■ **AIM OF THE TASK**:
Exactly how many lines below mention "street"? Answer with that number alone.

■ **INFORMATION SUPPLIED**:

== == ==

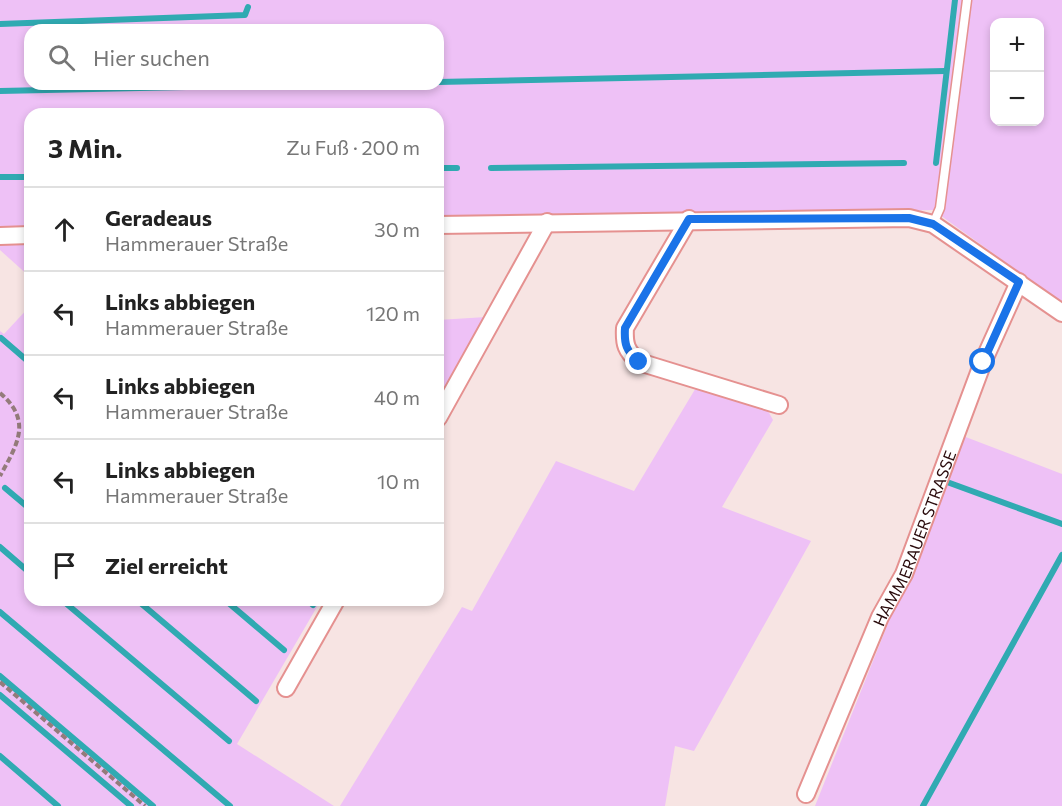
<!DOCTYPE html>
<html lang="de">
<head>
<meta charset="utf-8">
<style>
	body { margin:0; font-family:Commissioner,sans-serif; background:#f2f2f2; color:#222 }
	.controls { position:absolute; right:18px; top:18px; display:grid; overflow:hidden; border-radius:12px; box-shadow:0 3px 9px #0003 }
	.controls button { width:54px; height:54px; display:grid; place-items:center; padding:0; border:0; border-bottom:2px solid #e0e0e0; background:#fff; color:#222; font:30px sans-serif }
	.stop { position:absolute; width:18px; height:18px; margin:-14px; border:4px solid #1a73e8; border-radius:50%; background:#fff }
	.stop.end { background:#1a73e8; border-color:#fff; box-shadow:0 2px 6px #0008 }
	.list { margin:0; padding:0; list-style:none }
	h2 { display:flex; justify-content:space-between; align-items:center; height:78px; margin:0; padding:0 24px; font-size:26px }
	h2 small { font-size:20px; font-weight:400; color:#767676 }
	.list li { display:grid; grid-template-columns:39px 1fr auto; gap:18px; align-items:center; box-sizing:border-box; height:84px; padding:0 24px; border-top:2px solid #e0e0e0 }
	.list b { display:block; font-size:22px; white-space:nowrap }
	.list p { margin:0; font-size:20px; white-space:nowrap; color:#767676 }
	.list em { font-size:20px; font-style:normal; color:#767676 }
	.icon { flex:none; width:33px; height:33px; fill:none; stroke:currentColor; stroke-width:2; stroke-linecap:round; stroke-linejoin:round }
	.map { position:relative; flex:none; width:1062px; height:806px; overflow:hidden }
	.search { position:absolute; background:#fff; box-shadow:0 3px 9px #0003; left:24px; top:24px; width:420px; height:66px; display:flex; align-items:center; gap:15px; box-sizing:border-box; padding:0 21px; border-radius:18px; color:#767676; font-size:22px }
	.panel { position:absolute; background:#fff; box-shadow:0 3px 9px #0003; left:24px; top:108px; width:420px; height:498px; border-radius:18px }
	.map>svg:first-child { display:block }
	.green { fill:#eec1f6; fill-rule:evenodd }
	.lines { fill:none; stroke-linecap:round; stroke-linejoin:round }
	.stream { stroke:#30aab2; stroke-width:6 }
	.lane-casing { stroke:#e59190; stroke-width:11 }
	.street-casing { stroke:#e59190; stroke-width:20 }
	.path { stroke:#947b7b; stroke-width:4; stroke-dasharray:6 3; stroke-linecap:butt }
	.lane { stroke:#fff; stroke-width:8 }
	.street { stroke:#fff; stroke-width:16 }
	.route { stroke:#1a73e8; stroke-width:8 }
	.labels { text-anchor:middle; dominant-baseline:central; stroke-width:5; stroke-linejoin:round; paint-order:stroke }
	.street-label { font-size:16px; fill:#290a0b; stroke:#f6f6f6 }
</style>
</head>
<body>
<div class="map">
<svg width="1062" height="806" viewBox="0 0 1062 806">
	<rect width="100%" height="100%" fill="#f7e4e3"/>
	<!-- green -->
	<g class="green">
		<path d="M0,0H1062V303L933,210L438,223V114H30V235L0,236ZM994,22H1040V122H994ZM30,30H438V84H30Z"/>
		<polygon points="30,241 30,277 0,250 0,242"/>
		<polygon points="30,306 30,600 321,600 237,744 334,806 0,806 0,331 4,334"/>
		<polygon points="486,317 438,399 438,320"/>
		<polygon points="697,386 768,411 773,420 722,507 811,541 694,751 675,746 665,806 340,806 462,607 472,611 556,461 634,491"/>
		<polygon points="963,436 1062,474 1062,806 815,806"/>
	</g>
	<g class="lines">
		<!-- stream -->
		<g class="stream">
			<polyline points="0,24 245,15 248,7"/>
			<polyline points="438,82 945,71"/>
			<polyline points="0,91 321,84"/>
			<polyline points="936,163 955,0"/>
			<polyline points="438,168 457,168"/>
			<polyline points="491,168 904,163"/>
			<polyline points="0,177 30,177"/>
			<polyline points="1,338 30,363"/>
			<polyline points="29,435 30,436"/>
			<polyline points="947,482 1062,524"/>
			<polyline points="5,488 30,509"/>
			<polyline points="0,547 30,573"/>
			<polyline points="62,600 229,741"/>
			<polyline points="137,600 256,701"/>
			<polyline points="225,600 284,650"/>
			<polyline points="307,600 313,605"/>
			<polyline points="0,612 230,806"/>
			<polyline points="0,676 153,806"/>
			<polyline points="0,695 131,806"/>
			<polyline points="0,756 58,806"/>
			<polyline points="923,806 1062,555"/>
		</g>
		<defs>
			<polyline id="lane" points="933,224 940,208 967,0"/>
			<g id="street">
				<path d="M689,219L625,328C624,344 626,351 639,362L779,405"/>
				<polyline points="438,225 909,218 933,224 1062,313"/>
				<polyline points="0,236 30,235"/>
				<polyline points="438,418 547,222"/>
				<polyline points="286,688 336,600"/>
				<path id="s1" d="M806,794L880,617L904,574L983,362L1019,282"/>
			</g>
		</defs>
		<!-- lane casing -->
		<use href="#lane" class="lane-casing"/>
		<!-- street casing -->
		<use href="#street" class="street-casing"/>
		<!-- path -->
		<g class="path">
			<path d="M0,393C33,421 17,445 0,476"/>
			<polyline points="0,682 145,806"/>
		</g>
		<!-- lane -->
		<use href="#lane" class="lane"/>
		<!-- street -->
		<use href="#street" class="street"/>
	</g>
	<g class="lines">
		<!-- route -->
		<path class="route" d="M639,362C626,351 624,344 625,328L689,219L909,218L933,224L1019,282L983,362"/>
	</g>
	<g class="labels">
		<!-- street labels -->
		<g class="street-label">
			<text stroke="none"><textPath href="#s1" startOffset="278">HAMMERAUER STRASSE</textPath></text>
		</g>
	</g>
</svg>
<div class="controls">
<button>+</button>
<button>−</button>
</div>
<div class="stop" style="left:983px;top:362px"></div>
<div class="stop end" style="left:639px;top:362px"></div>
<div class="search"><svg class="icon" aria-label="search" viewBox="0 0 24 24"><circle cx="10" cy="10" r="6"/><path d="M15 15l6 6"/></svg>Hier suchen</div>
<section class="panel">
<h2>3 Min.<small>Zu Fuß · 200 m</small></h2>
<ul class="list">
<li><svg class="icon" aria-label="ahead" viewBox="0 0 24 24"><path d="M12 20V5M6 11l6-6 6 6"/></svg><div><b>Geradeaus</b><p>Hammerauer Straße</p></div><em>30 m</em></li>
<li><svg class="icon" aria-label="left" viewBox="0 0 24 24"><path d="M17 20v-9H6M10 6l-5 5 5 5"/></svg><div><b>Links abbiegen</b><p>Hammerauer Straße</p></div><em>120 m</em></li>
<li><svg class="icon" aria-label="left" viewBox="0 0 24 24"><path d="M17 20v-9H6M10 6l-5 5 5 5"/></svg><div><b>Links abbiegen</b><p>Hammerauer Straße</p></div><em>40 m</em></li>
<li><svg class="icon" aria-label="left" viewBox="0 0 24 24"><path d="M17 20v-9H6M10 6l-5 5 5 5"/></svg><div><b>Links abbiegen</b><p>Hammerauer Straße</p></div><em>10 m</em></li>
<li><svg class="icon" aria-label="arrive" viewBox="0 0 24 24"><path d="M6 21V4h12l-3 4 3 4H6"/></svg><div><b>Ziel erreicht</b></div></li>
</ul>
</section>
</div>
</body>
</html>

== == ==

■ **RESPONSE AREA**:
10